*** Opening of Data provided ***

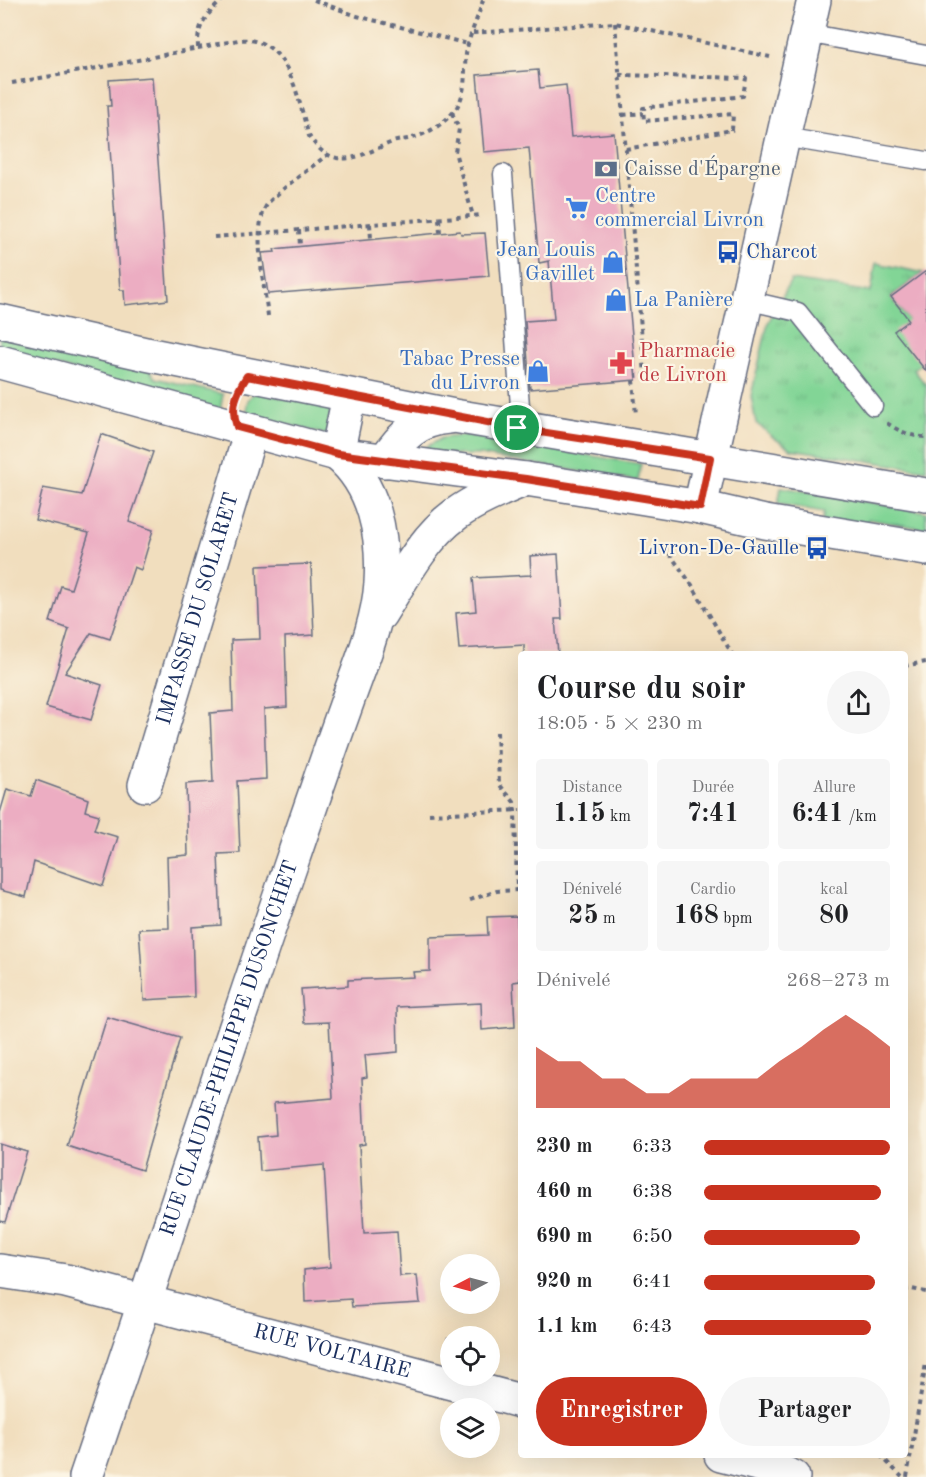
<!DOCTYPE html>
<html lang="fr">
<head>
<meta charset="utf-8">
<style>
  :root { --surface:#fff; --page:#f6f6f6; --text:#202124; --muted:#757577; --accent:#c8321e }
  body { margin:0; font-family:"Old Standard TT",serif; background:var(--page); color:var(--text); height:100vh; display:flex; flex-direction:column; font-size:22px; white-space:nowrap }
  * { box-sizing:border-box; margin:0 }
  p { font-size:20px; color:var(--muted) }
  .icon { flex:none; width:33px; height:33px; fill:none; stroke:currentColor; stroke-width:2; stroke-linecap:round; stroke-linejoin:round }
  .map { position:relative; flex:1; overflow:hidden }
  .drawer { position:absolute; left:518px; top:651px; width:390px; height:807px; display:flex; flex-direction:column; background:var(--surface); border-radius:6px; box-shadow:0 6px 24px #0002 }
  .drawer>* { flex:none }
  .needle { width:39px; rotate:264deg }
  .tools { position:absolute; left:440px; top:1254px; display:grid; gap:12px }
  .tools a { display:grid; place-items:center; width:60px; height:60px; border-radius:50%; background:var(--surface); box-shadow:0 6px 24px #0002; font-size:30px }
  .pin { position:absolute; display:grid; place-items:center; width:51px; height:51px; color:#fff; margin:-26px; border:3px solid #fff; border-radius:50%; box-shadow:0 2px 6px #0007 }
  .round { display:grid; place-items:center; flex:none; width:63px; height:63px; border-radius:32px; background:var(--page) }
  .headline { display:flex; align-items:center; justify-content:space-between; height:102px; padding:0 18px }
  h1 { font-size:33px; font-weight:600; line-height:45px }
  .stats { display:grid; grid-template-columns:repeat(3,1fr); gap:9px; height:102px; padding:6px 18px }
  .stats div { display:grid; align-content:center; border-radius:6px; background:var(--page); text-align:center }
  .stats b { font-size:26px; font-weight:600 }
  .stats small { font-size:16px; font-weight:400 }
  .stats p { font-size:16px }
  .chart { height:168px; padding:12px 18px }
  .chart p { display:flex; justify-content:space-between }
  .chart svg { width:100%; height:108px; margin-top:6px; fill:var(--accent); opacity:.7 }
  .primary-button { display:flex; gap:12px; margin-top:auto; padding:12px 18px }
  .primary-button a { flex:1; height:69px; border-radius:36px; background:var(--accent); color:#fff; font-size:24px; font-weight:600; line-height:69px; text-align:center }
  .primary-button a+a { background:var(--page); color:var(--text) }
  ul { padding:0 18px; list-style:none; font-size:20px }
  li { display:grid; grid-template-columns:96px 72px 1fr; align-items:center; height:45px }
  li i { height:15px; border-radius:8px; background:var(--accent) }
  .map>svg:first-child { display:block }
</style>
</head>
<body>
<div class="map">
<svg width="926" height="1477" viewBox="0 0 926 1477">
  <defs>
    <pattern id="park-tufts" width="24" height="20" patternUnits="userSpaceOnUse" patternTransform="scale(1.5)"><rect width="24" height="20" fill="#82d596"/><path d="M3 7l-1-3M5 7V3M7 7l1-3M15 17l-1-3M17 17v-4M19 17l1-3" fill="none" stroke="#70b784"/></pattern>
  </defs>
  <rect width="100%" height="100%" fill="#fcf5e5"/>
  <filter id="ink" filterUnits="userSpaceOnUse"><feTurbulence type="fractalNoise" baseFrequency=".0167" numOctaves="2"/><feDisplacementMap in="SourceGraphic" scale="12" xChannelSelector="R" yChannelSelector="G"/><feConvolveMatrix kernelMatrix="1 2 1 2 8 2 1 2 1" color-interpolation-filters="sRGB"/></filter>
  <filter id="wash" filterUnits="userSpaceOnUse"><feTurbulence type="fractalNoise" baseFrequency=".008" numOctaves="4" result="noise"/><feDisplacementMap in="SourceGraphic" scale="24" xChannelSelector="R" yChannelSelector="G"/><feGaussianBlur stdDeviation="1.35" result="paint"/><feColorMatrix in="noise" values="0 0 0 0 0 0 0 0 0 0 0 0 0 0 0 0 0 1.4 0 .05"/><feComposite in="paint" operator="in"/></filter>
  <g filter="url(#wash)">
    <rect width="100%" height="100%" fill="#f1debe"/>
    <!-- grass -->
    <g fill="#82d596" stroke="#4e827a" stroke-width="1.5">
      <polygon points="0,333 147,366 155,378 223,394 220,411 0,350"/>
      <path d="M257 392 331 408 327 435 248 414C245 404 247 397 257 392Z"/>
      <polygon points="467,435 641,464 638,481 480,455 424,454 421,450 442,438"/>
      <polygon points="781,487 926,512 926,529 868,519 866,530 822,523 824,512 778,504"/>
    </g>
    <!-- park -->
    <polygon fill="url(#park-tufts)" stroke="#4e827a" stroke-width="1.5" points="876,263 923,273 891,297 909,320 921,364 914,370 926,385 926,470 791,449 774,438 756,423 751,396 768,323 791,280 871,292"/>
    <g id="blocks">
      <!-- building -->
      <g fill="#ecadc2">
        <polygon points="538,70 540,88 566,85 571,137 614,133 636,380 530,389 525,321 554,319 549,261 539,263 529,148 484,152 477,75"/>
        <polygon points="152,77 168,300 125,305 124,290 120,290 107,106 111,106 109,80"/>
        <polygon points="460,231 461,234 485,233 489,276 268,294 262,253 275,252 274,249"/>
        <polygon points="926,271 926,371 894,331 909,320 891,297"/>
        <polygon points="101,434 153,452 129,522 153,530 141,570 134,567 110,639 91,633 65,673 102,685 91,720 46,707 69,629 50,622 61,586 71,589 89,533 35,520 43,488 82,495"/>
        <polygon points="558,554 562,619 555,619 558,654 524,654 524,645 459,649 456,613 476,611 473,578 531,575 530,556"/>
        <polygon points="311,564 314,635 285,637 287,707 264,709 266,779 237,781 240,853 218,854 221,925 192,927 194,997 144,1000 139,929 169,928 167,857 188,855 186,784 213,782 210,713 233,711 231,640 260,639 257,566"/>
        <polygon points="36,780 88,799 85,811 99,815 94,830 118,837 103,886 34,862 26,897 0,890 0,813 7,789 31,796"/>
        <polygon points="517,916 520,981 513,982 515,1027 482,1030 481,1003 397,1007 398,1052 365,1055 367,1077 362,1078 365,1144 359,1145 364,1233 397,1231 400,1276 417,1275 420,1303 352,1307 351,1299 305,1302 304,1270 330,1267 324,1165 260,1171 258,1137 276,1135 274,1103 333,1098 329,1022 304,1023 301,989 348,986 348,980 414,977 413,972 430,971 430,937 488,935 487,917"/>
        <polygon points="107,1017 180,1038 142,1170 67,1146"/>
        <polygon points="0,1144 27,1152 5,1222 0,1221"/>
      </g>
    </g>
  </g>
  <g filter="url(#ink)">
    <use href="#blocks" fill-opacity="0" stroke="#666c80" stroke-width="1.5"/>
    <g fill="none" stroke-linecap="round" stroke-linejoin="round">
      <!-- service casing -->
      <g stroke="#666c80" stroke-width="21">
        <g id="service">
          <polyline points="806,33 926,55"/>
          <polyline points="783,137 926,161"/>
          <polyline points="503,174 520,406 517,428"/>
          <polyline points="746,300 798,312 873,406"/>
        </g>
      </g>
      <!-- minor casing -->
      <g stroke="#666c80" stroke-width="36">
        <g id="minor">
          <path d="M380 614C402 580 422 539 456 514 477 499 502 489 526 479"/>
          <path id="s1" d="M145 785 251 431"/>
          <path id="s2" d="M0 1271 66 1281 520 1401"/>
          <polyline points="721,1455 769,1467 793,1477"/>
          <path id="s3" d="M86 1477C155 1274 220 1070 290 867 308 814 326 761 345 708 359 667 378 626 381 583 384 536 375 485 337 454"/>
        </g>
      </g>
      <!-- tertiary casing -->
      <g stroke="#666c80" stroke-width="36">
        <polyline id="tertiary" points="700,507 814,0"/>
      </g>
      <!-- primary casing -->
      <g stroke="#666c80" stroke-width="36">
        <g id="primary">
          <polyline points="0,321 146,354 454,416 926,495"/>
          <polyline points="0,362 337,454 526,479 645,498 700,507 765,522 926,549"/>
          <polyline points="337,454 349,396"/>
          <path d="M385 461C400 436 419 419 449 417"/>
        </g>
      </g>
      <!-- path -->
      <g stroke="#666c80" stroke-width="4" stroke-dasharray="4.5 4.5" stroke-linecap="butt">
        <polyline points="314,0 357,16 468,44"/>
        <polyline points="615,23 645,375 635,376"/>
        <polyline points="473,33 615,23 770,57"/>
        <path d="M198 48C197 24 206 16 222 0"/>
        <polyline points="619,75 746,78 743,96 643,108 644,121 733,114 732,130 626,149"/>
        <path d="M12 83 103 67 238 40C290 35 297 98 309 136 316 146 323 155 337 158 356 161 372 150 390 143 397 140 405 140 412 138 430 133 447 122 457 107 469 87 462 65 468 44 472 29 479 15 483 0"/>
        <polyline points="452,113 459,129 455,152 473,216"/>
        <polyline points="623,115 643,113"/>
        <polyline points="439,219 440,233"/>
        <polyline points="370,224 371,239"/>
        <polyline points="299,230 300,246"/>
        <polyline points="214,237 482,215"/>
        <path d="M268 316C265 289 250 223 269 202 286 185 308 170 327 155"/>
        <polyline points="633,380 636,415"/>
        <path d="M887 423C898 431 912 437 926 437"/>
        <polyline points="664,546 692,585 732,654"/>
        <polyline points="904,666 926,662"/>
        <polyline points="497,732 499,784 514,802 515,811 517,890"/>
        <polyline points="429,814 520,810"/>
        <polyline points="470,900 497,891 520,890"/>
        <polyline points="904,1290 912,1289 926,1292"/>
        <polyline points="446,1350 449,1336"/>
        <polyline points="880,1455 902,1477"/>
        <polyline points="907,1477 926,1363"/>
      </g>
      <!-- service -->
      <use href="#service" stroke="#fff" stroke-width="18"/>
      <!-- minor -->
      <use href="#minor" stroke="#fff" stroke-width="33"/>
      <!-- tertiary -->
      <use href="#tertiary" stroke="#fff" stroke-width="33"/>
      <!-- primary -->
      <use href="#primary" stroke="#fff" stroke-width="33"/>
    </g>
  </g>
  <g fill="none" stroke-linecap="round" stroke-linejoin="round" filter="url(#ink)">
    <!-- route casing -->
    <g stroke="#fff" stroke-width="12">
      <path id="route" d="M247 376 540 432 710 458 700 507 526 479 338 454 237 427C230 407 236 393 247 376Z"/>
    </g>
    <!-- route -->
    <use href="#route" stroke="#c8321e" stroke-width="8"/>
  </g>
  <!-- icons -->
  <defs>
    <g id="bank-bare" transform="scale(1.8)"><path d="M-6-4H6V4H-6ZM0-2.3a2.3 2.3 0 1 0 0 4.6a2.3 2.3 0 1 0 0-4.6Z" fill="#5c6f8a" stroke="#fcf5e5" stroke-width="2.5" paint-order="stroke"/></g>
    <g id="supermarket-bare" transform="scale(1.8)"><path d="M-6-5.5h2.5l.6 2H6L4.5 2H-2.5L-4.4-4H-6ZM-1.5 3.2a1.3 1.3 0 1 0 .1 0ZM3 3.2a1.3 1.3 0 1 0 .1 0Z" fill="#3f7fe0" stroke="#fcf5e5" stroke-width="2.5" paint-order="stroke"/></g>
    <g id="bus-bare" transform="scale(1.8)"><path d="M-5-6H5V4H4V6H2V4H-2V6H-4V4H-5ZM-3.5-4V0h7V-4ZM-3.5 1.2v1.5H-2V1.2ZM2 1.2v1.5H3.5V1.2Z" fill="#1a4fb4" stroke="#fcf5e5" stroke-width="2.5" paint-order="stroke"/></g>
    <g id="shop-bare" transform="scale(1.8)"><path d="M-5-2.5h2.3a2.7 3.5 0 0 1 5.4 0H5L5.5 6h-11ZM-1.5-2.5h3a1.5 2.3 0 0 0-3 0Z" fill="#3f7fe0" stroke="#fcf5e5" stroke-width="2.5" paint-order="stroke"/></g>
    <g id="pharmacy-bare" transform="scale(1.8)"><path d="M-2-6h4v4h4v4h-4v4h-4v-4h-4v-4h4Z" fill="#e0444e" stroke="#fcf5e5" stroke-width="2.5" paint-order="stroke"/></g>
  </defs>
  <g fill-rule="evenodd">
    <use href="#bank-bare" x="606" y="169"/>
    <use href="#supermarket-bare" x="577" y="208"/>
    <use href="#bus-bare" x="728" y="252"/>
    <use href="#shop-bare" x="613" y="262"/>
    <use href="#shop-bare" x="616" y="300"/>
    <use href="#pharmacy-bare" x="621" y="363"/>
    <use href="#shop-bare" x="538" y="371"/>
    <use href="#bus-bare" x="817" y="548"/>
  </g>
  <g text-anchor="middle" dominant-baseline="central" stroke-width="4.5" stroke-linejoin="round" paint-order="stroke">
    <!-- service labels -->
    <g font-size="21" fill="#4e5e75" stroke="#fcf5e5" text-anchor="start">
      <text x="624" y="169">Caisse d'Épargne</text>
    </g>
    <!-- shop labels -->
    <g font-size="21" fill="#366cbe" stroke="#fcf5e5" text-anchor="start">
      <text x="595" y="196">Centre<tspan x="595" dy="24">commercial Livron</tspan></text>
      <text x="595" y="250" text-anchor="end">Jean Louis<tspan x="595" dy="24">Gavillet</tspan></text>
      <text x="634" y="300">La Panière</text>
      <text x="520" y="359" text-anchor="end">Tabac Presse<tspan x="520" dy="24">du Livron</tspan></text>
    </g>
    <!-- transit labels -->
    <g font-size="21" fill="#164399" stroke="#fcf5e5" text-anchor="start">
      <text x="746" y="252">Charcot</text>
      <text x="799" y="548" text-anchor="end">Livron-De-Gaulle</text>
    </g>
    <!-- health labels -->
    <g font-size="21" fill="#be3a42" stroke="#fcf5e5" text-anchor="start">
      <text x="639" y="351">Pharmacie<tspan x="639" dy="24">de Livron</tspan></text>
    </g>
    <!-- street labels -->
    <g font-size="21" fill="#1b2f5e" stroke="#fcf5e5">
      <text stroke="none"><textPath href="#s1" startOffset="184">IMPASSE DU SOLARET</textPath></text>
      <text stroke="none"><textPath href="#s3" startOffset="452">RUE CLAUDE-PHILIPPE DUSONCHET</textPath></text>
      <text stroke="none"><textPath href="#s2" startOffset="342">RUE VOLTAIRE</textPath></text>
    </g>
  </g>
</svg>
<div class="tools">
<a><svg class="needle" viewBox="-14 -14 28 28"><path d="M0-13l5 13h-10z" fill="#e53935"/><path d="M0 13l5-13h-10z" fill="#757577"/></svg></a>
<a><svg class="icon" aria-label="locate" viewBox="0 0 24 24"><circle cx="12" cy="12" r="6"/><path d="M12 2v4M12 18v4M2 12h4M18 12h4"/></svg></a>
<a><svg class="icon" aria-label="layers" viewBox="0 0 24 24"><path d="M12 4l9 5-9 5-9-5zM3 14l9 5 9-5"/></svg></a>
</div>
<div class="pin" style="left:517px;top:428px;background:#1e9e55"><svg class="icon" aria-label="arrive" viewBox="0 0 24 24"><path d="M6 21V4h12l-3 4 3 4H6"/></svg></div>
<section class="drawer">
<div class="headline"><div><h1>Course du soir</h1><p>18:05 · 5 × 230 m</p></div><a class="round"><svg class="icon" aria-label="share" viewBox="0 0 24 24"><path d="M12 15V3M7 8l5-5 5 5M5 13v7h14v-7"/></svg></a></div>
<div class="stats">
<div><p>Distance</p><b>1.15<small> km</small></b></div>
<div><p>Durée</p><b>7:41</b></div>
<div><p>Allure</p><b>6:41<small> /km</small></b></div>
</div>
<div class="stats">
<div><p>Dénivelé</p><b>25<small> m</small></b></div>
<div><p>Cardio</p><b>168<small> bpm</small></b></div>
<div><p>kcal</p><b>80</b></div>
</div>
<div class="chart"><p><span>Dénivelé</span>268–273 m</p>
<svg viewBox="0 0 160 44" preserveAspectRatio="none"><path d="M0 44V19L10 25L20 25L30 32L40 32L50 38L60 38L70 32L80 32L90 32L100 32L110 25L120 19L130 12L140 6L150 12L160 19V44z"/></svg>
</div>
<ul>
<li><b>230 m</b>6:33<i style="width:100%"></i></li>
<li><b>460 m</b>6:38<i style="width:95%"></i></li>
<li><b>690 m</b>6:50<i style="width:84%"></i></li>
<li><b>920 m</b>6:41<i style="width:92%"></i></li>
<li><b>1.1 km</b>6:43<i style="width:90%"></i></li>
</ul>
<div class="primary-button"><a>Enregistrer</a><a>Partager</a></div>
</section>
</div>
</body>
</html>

*** Close of Data provided ***

Report, for the data above, every line in which the string "wash" appears.

Result:
  <filter id="wash" filterUnits="userSpaceOnUse"><feTurbulence type="fractalNoise" baseFrequency=".008" numOctaves="4" result="noise"/><feDisplacementMap in="SourceGraphic" scale="24" xChannelSelector="R" yChannelSelector="G"/><feGaussianBlur stdDeviation="1.35" result="paint"/><feColorMatrix in="noise" values="0 0 0 0 0 0 0 0 0 0 0 0 0 0 0 0 0 1.4 0 .05"/><feComposite in="paint" operator="in"/></filter>
  <g filter="url(#wash)">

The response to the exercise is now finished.